Machine learning isn’t just crunching data; it’s starting to **select what data to collect**.

Examples:

- **Active learning** systems propose the next experiment that will maximally reduce uncertainty.
- **Bayesian optimization** loops tune experimental conditions (temperature, pressure, composition) to hit a target property.
- **Robotic labs** execute those plans autonomously, 24/7.

Closed-loop systems have:

- Discovered new catalysts and alloys
- Optimized quantum device parameters
- Shortened search timelines from months to days

This changes the role of human judgment:

- From hand-picking each experiment to **specifying objectives, constraints, and priors**
- From direct tinkering to **monitoring and steering** algorithmic exploration

The scientific method doesn’t disappear, but **who (or what) navigates hypothesis space** is shifting.

---

New Failure Modes: Spurious Patterns and Data Hazards

The upside is real. So are the traps.

Key risks:

1. **Overfitting to messy data**
If your training set encodes lab biases, instrumentation quirks, or sampling gaps, the model just bakes them in.

2. **Shortcut learning**
Models may rely on correlates, not causes (e.g., inferring material stability from synthesis lab ID instead of composition).

3. **Distribution shift**
Predictions degrade silently when extrapolating beyond the data regime — which is *exactly* what science often needs.

> “We risk mistaking clever curve-fitting for discovery,” warns a *PNAS* commentary on AI in physics.

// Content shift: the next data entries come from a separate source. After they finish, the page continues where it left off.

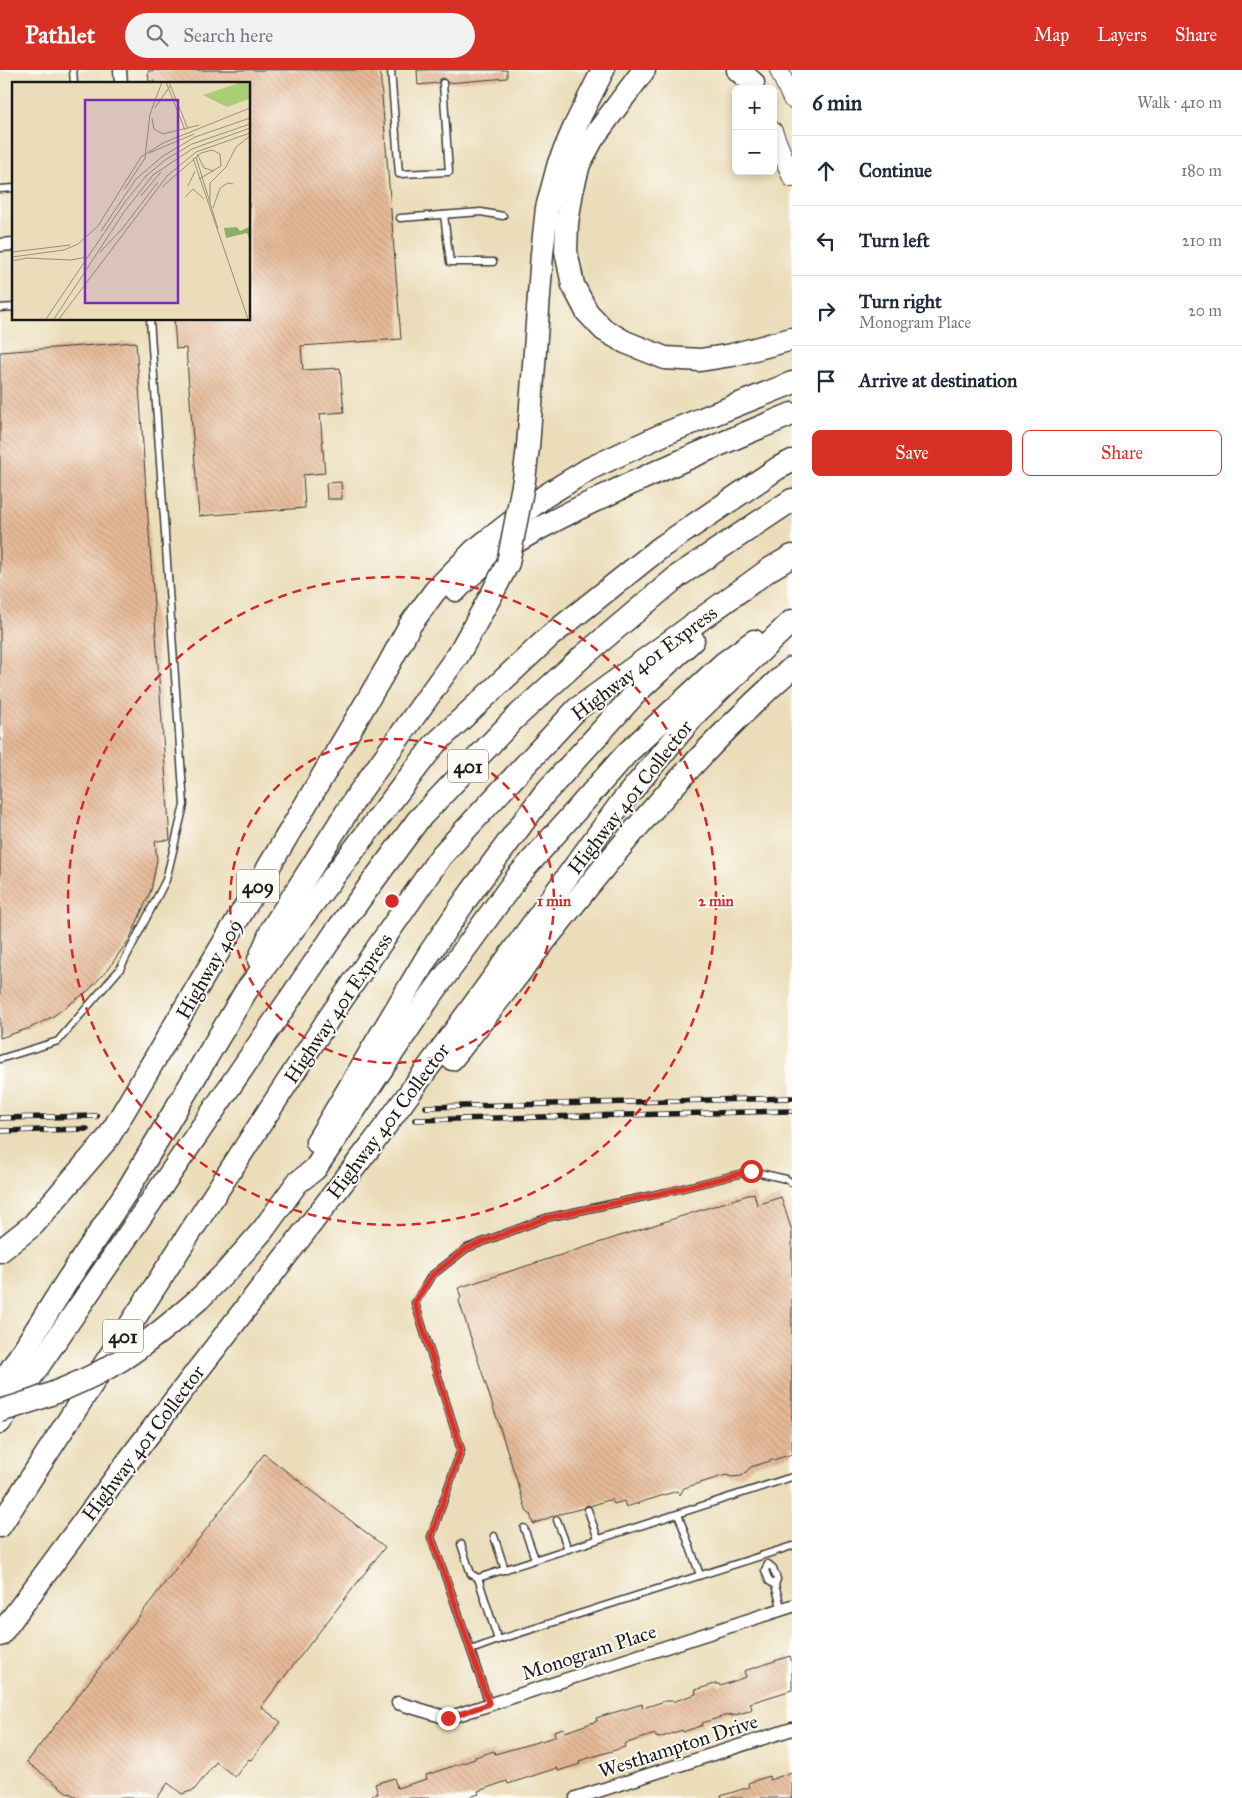 <!DOCTYPE html>
<html lang="en">
<head>
<meta charset="utf-8">
<style>
  :root { --surface:#fff; --page:#f2f2f3; --text:#1f2937; --muted:#747a83; --line:#e0e1e3; --accent:#d93025 }
  body { margin:0; font-family:"IM FELL Great Primer",serif; background:var(--page); color:var(--text) }
  .controls { position:absolute; right:15px; top:15px; display:grid; overflow:hidden; border-radius:8px; box-shadow:0 2px 8px #0003 }
  .controls button { width:45px; height:45px; display:grid; place-items:center; padding:0; border:0; border-bottom:1px solid var(--line); background:var(--surface); color:var(--text); font:25px sans-serif }
  .stop { position:absolute; width:15px; height:15px; margin:-11px; border:4px solid #d93025; border-radius:50%; background:#fff }
  .stop.end { background:#d93025; border-color:#fff; box-shadow:0 1px 5px #0008 }
  .list { margin:0; padding:0; list-style:none }
  h2 { display:flex; justify-content:space-between; align-items:center; height:65px; margin:0; padding:0 20px; font-size:21px }
  h2 small { font-size:16px; font-weight:400; color:var(--muted) }
  .list li { display:grid; grid-template-columns:32px 1fr auto; gap:15px; align-items:center; box-sizing:border-box; height:70px; padding:0 20px; border-top:1px solid var(--line) }
  .list b { display:block; font-size:19px; white-space:nowrap }
  .list p { margin:0; font-size:16px; white-space:nowrap; color:var(--muted) }
  .list em { font-size:16px; font-style:normal; color:var(--muted) }
  .actions { display:flex; gap:10px; padding:15px 20px }
  .actions a { flex:1; padding:11px 0; border:1px solid var(--accent); border-radius:8px; text-align:center; font-size:18px; color:var(--accent) }
  .actions .main { background:var(--accent); color:#fff }
  .icon { flex:none; width:28px; height:28px; fill:none; stroke:currentColor; stroke-width:2; stroke-linecap:round; stroke-linejoin:round }
  .map { position:relative; flex:none; width:792px; height:1728px; overflow:hidden }
  header { display:flex; align-items:center; gap:30px; box-sizing:border-box; height:70px; padding:0 25px; background:var(--accent); color:#fff }
  header strong { font-size:24px }
  nav { display:flex; gap:28px; margin-inline-start:auto; font-size:18px }
  .search { width:350px; height:45px; background:var(--page); display:flex; align-items:center; gap:12px; box-sizing:border-box; padding:0 18px; border-radius:28px; color:var(--muted); font-size:19px }
  main { display:flex }
  aside { flex:1; background:var(--surface) }
  .map>svg:first-child { display:block }
</style>
</head>
<body>
<header>
<strong>Pathlet</strong>
<div class="search"><svg class="icon" aria-label="search" viewBox="0 0 24 24"><circle cx="10" cy="10" r="6"/><path d="M15 15l6 6"/></svg>Search here</div>
<nav><a>Map</a><a>Layers</a><a>Share</a></nav>
</header>
<main>
<div class="map">
<svg width="792" height="1728" viewBox="0 0 792 1728">
  <defs>
    <pattern id="building-back-hatch" width="6" height="6" patternUnits="userSpaceOnUse" patternTransform="scale(1.25)"><rect width="6" height="6" fill="#e5b997"/><path d="M-1 5l2 2M0 0l6 6M5-1l2 2" fill="none" stroke="#c49e82"/></pattern>
  </defs>
  <rect width="100%" height="100%" fill="#fdfcf7"/>
  <filter id="ink" filterUnits="userSpaceOnUse"><feTurbulence type="fractalNoise" baseFrequency=".02" numOctaves="2"/><feDisplacementMap in="SourceGraphic" scale="10" xChannelSelector="R" yChannelSelector="G"/><feConvolveMatrix kernelMatrix="1 2 1 2 8 2 1 2 1" color-interpolation-filters="sRGB"/></filter>
  <filter id="wash" filterUnits="userSpaceOnUse"><feTurbulence type="fractalNoise" baseFrequency=".0096" numOctaves="4" result="noise"/><feDisplacementMap in="SourceGraphic" scale="20" xChannelSelector="R" yChannelSelector="G"/><feGaussianBlur stdDeviation="1.12" result="paint"/><feColorMatrix in="noise" values="0 0 0 0 0 0 0 0 0 0 0 0 0 0 0 0 0 1.4 0 .05"/><feComposite in="paint" operator="in"/></filter>
  <g filter="url(#wash)">
    <rect width="100%" height="100%" fill="#ebddb9"/>
    <g id="blocks">
      <g fill="url(#building-back-hatch)">
        <polygon points="165,0 380,0 401,269 301,276 303,300 340,298 344,342 320,344 325,403 303,405 305,438 199,446 186,278 176,279 174,249 249,249 249,14 155,14 154,11 149,12 148,1"/>
        <polygon points="417,0 507,0 507,8 448,13 443,8 440,9 438,13 418,15"/>
        <polygon points="136,272 170,770 155,771 157,790 151,820 130,868 108,899 89,920 52,947 30,958 0,968 0,282"/>
        <polygon points="341,412 342,429 327,429 326,413"/>
        <polygon points="754,1123 757,1135 781,1127 792,1161 792,1384 751,1397 742,1406 732,1407 726,1405 684,1418 680,1425 677,1421 626,1437 624,1431 614,1434 612,1429 590,1436 587,1435 584,1438 556,1445 533,1454 530,1444 527,1442 459,1231 461,1227 458,1218"/>
        <polygon points="264,1384 385,1477 261,1637 281,1652 251,1690 249,1689 235,1707 216,1692 194,1720 182,1724 168,1713 157,1728 77,1728 70,1723 69,1724 27,1692"/>
        <polygon points="790,1586 792,1593 792,1620 750,1633 752,1639 746,1642 731,1646 731,1644 702,1653 703,1655 683,1662 682,1660 659,1668 656,1667 655,1664 624,1674 625,1677 579,1691 580,1694 558,1701 557,1698 508,1714 507,1711 478,1721 479,1724 466,1728 373,1728 372,1725 378,1724 375,1714 394,1708 397,1718 427,1709 426,1705 475,1689 475,1687 494,1681 495,1684 555,1667 554,1661 564,1658 565,1662 597,1651 596,1648 642,1634 643,1638 665,1631 675,1631 696,1624 695,1620 715,1614 719,1614 720,1616 746,1607 744,1601"/>
        <polygon points="792,1702 792,1728 722,1728 721,1726 749,1717 748,1713 769,1706 770,1710"/>
      </g>
    </g>
  </g>
  <g filter="url(#ink)">
    <use href="#blocks" fill-opacity="0" stroke="#3b3934" stroke-width="1"/>
    <g fill="none" stroke-linecap="round" stroke-linejoin="round">
      <g stroke="#3b3934" stroke-width="9">
        <g id="service">
          <polyline points="73,0 74,14"/>
          <polyline points="391,0 399,104 449,102 443,13"/>
          <polyline points="0,119 14,118"/>
          <polyline points="444,145 450,192 493,192"/>
          <polyline points="400,148 481,142 503,146"/>
          <polyline points="0,238 14,237"/>
          <polyline points="0,989 58,971 120,899 166,810 184,735 150,249"/>
          <polyline points="792,1407 478,1508 498,1570 792,1476"/>
          <polyline points="588,1440 598,1469"/>
          <polyline points="678,1444 700,1505"/>
          <polyline points="557,1450 568,1479"/>
          <polyline points="524,1458 535,1489"/>
          <polyline points="494,1466 505,1500"/>
          <polyline points="461,1474 471,1504 478,1508"/>
          <polyline points="775,1515 769,1511 765,1500 768,1494 773,1498 777,1509 775,1515 782,1540"/>
          <polyline points="471,1580 498,1570"/>
          <polyline points="489,1634 452,1525 431,1467 461,1380 415,1233 431,1206 467,1178 546,1148 667,1122 751,1101 786,1109 792,1113"/>
        </g>
      </g>
      <g stroke="#3b3934" stroke-width="15">
        <g id="minor">
          <polyline points="120,0 121,14"/>
          <polyline points="0,175 14,174"/>
          <polyline points="398,1633 448,1648 792,1536"/>
          <polyline points="576,1728 792,1659"/>
        </g>
      </g>
      <g stroke="#3b3934" stroke-width="20">
        <g id="secondary">
          <polyline points="779,0 792,29"/>
          <polyline points="773,61 792,108"/>
        </g>
      </g>
      <g stroke="#3b3934" stroke-width="25">
        <g id="motorway">
          <polyline points="644,0 593,68 579,94 572,121 567,153 566,181 573,215 587,242 604,260 625,272 665,288 700,290 732,285 792,269"/>
          <polyline points="738,0 753,13"/>
          <polyline points="528,377 542,184 547,138 559,93 575,56 603,0"/>
          <path d="M456,520c40,-43 92,-67 144,-92 63,-30 127,-57 192,-84"/>
          <polyline points="259,890 272,859 357,726 458,585 493,522"/>
          <path d="M452,989c107,-135 210,-277 340,-391"/>
          <polyline points="317,1072 429,884 467,828 544,724 636,623 693,570"/>
          <polyline points="0,1181 33,1155 108,1068 389,594 410,555 435,521 474,481 545,426 589,399 664,364 792,313"/>
          <polyline points="200,1228 227,1201 263,1160 297,1113 315,1099 427,931 518,806 627,683 724,593 754,571"/>
          <polyline points="0,1317 69,1208 127,1121 246,921 434,675 550,566 660,478 778,398 792,391"/>
          <polyline points="0,1352 335,863 418,750 515,648 582,587 678,506 792,430"/>
          <polyline points="0,1456 329,948 441,786 577,639 770,499 792,486"/>
          <polyline points="0,1565 138,1378 373,1073 621,733 698,641 792,551"/>
        </g>
      </g>
      <use href="#service" stroke="#fff" stroke-width="6"/>
      <use href="#minor" stroke="#fff" stroke-width="12"/>
      <use href="#secondary" stroke="#fff" stroke-width="18"/>
      <use href="#motorway" stroke="#fff" stroke-width="22"/>
      <g stroke="#1c1c1c" stroke-width="5.5">
        <g id="rail">
          <polyline points="426,1037 792,1028"/>
          <polyline points="0,1048 97,1046"/>
          <polyline points="415,1050 792,1041"/>
          <polyline points="0,1061 87,1059"/>
        </g>
      </g>
      <use href="#rail" stroke="#fdfcf7" stroke-width="4" stroke-dasharray="11" stroke-linecap="butt"/>
      <g stroke="#3b3934" stroke-width="25" stroke-linecap="butt">
        <g id="motorway-bridge">
          <polyline points="493,522 508,493 524,410 528,377"/>
          <path d="M0,1341c41,-12 84,-28 121,-51 28,-18 54,-40 79,-62"/>
        </g>
      </g>
      <use href="#motorway-bridge" stroke="#fff" stroke-width="22"/>
    </g>
  </g>
  <g fill="none" stroke-linecap="round" stroke-linejoin="round" filter="url(#ink)">
    <polyline stroke="#d93025" stroke-width="6" points="448,1648 489,1634 452,1525 431,1467 461,1380 415,1233 431,1206 467,1178 546,1148 667,1122 751,1101"/>
  </g>
  <g fill="none" stroke="#d62828" stroke-width="2.5" stroke-dasharray="9 6">
    <circle cx="392" cy="831" r="162"/>
    <circle cx="392" cy="831" r="324"/>
  </g>
  <g text-anchor="middle" stroke-width="4" stroke-linejoin="round" paint-order="stroke">
    <g fill="#fdfcf7" stroke="#605f5e" stroke-width="1">
      <rect x="448" y="679.5" width="40" height="33" rx="4"/>
      <rect x="237" y="799.5" width="42" height="33" rx="4"/>
      <rect x="103" y="1249.5" width="40" height="33" rx="4"/>
    </g>
    <g font-size="19" font-weight="bold" fill="#1c1c1c">
      <text x="468" y="703">401</text>
      <text x="258" y="823">409</text>
      <text x="123" y="1273">401</text>
    </g>
    <g font-size="20" fill="#1c1c1c" stroke="#fdfcf7">
      <text transform="translate(644 593) rotate(-37)" y="7">Highway 401 Express</text>
      <text transform="translate(630 727) rotate(-52)" y="7">Highway 401 Collector</text>
      <text transform="translate(209 899) rotate(-60)" y="7">Highway 409</text>
      <text transform="translate(338 938) rotate(-56)" y="7">Highway 401 Express</text>
      <text transform="translate(388 1051) rotate(-53)" y="7">Highway 401 Collector</text>
      <text transform="translate(143 1373) rotate(-53)" y="7">Highway 401 Collector</text>
      <text transform="translate(589 1582) rotate(-18)" y="7">Monogram Place</text>
      <text transform="translate(678 1676) rotate(-18)" y="7">Westhampton Drive</text>
    </g>
  </g>
  <g transform="translate(12 12)">
    <rect width="238" height="238" fill="#ebddb9"/>
    <path d="M225,145l3,4 9,-4v11l-2,-5 -21,5 -2,-10z" fill="#88b066"/>
    <path d="M230,0h7v17l-22,8 -24,-12z" fill="#abcd75"/>
    <path fill="none" stroke="#98907a" stroke-width="1" d="M154,0l19,48M157,0l19,47M143,26l15,-22M140,36l2,11 9,5 36,-9M137,71l45,-19M185,72l7,14 10,3M184,75l22,72M181,76l55,161M176,104l7,-15M150,105l39,-34 11,-3 8,4 1,12 -22,13M112,108l21,-32 5,-44 12,-32M129,114l20,-24M173,115l8,-8 11,10M198,120v-19l16,-16 10,-20 14,-11M201,126l7,-20 8,-5 5,1M89,149l35,-52 27,-23 32,-19 55,-19M0,170l58,-7M88,170l22,-23 36,-47M0,175l52,-7 14,-6 20,-18 43,-69 22,-14 87,-35M0,179l15,-3 44,2 16,-3M34,237l79,-117 21,-26 19,-16 27,-16 58,-20M42,237l70,-107 29,-37 39,-26 58,-21M47,237l108,-143 29,-24 54,-19"/>
    <path fill="#7b2cbf" fill-opacity="0.15" stroke="#7b2cbf" stroke-width="2.5" d="M73,18h93v203h-93z"/>
    <rect width="238" height="238" fill="none" stroke="#1c1c1c" stroke-width="2.5"/>
  </g>
  <circle cx="392" cy="831" r="8" fill="#d62828" stroke="#fdfcf7" stroke-width="2.5"/>
  <g font-size="15" text-anchor="middle" font-weight="bold" fill="#d62828" stroke="#fdfcf7" stroke-width="4" stroke-linejoin="round" paint-order="stroke">
    <text x="554" y="836">1 min</text>
    <text x="716" y="836">2 min</text>
  </g>
</svg>
<div class="controls">
<button>+</button>
<button>−</button>
</div>
<div class="stop" style="left:751px;top:1101px"></div>
<div class="stop end" style="left:448px;top:1648px"></div>
</div>
<aside>
<h2>6 min<small>Walk · 410 m</small></h2>
<ul class="list">
<li><svg class="icon" aria-label="ahead" viewBox="0 0 24 24"><path d="M12 20V5M6 11l6-6 6 6"/></svg><div><b>Continue</b></div><em>180 m</em></li>
<li><svg class="icon" aria-label="left" viewBox="0 0 24 24"><path d="M17 20v-9H6M10 6l-5 5 5 5"/></svg><div><b>Turn left</b></div><em>210 m</em></li>
<li><svg class="icon" aria-label="right" viewBox="0 0 24 24"><path d="M7 20v-9h11M14 6l5 5-5 5"/></svg><div><b>Turn right</b><p>Monogram Place</p></div><em>20 m</em></li>
<li><svg class="icon" aria-label="arrive" viewBox="0 0 24 24"><path d="M6 21V4h12l-3 4 3 4H6"/></svg><div><b>Arrive at destination</b></div></li>
</ul>
<div class="actions"><a class="main">Save</a><a>Share</a></div>
</aside>
</main>
</body>
</html>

Good practice now includes:

- Rigorous **out-of-distribution testing**
- Synthetic benchmarks that stress extrapolation, not just interpolation
- Publishing datasets and code for **reproducibility and auditing**

---

How This Redraws Scientific Roles

This isn’t just tooling; it’s job design.

Shifts underway:

- **From single-discipline experts to hybrids** – Physicist–programmer, chemist–data scientist, biologist–ML engineer
- **From small bespoke scripts to shared ML infrastructure** – Lab groups relying on centralized model hubs and data lakes
- **From individual intuition to team-based priors** – Encoding domain knowledge into loss functions, architectures, and constraints

Journals and conferences are scrambling to keep up:

- Demanding **baselines against physics-based models**
- Requiring **ablation studies and interpretability analysis**
- Debating how to credit **model architects vs. experimentalists vs. data curators**

---

What to Watch Next

If you care about how AI is reshaping the scientific method itself, keep an eye on:

1. **Hybrid models** – Architectures that explicitly embed physical laws (symmetries, conservation) into neural networks.
2. **Standards for ML-based claims** – Community norms on what constitutes sufficient explanation, validation, and openness.
3. **Automated discovery platforms** – Fully closed-loop labs that publish results with minimal human intervention.
4. **Policy reliance** – How much regulators lean on ML-driven climate, epidemiology, and economic models.

The core tension won’t vanish: humans want **stories about why**, not just **predictions about what**.

AI doesn’t solve that. It forces science to decide where — and when — each is non-negotiable.